A faithful, complete transcription of the listing is required.

....

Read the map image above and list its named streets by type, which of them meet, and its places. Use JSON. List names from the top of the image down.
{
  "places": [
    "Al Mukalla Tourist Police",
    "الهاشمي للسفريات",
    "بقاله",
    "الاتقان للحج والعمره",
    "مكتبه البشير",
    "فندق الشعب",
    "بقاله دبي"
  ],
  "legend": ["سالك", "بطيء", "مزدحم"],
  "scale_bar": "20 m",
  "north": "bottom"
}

....

* Response to this task *
Read the map image above and list its named streets by type, which of them meet, and its places. Use JSON. List names from the top of the image down.
{
  "places": [
    "Al Mukalla Tourist Police",
    "الهاشمي للسفريات",
    "بقاله",
    "الاتقان للحج والعمره",
    "مكتبه البشير",
    "فندق الشعب",
    "بقاله دبي"
  ],
  "legend": ["سالك", "بطيء", "مزدحم"],
  "scale_bar": "20 m",
  "north": "bottom"
}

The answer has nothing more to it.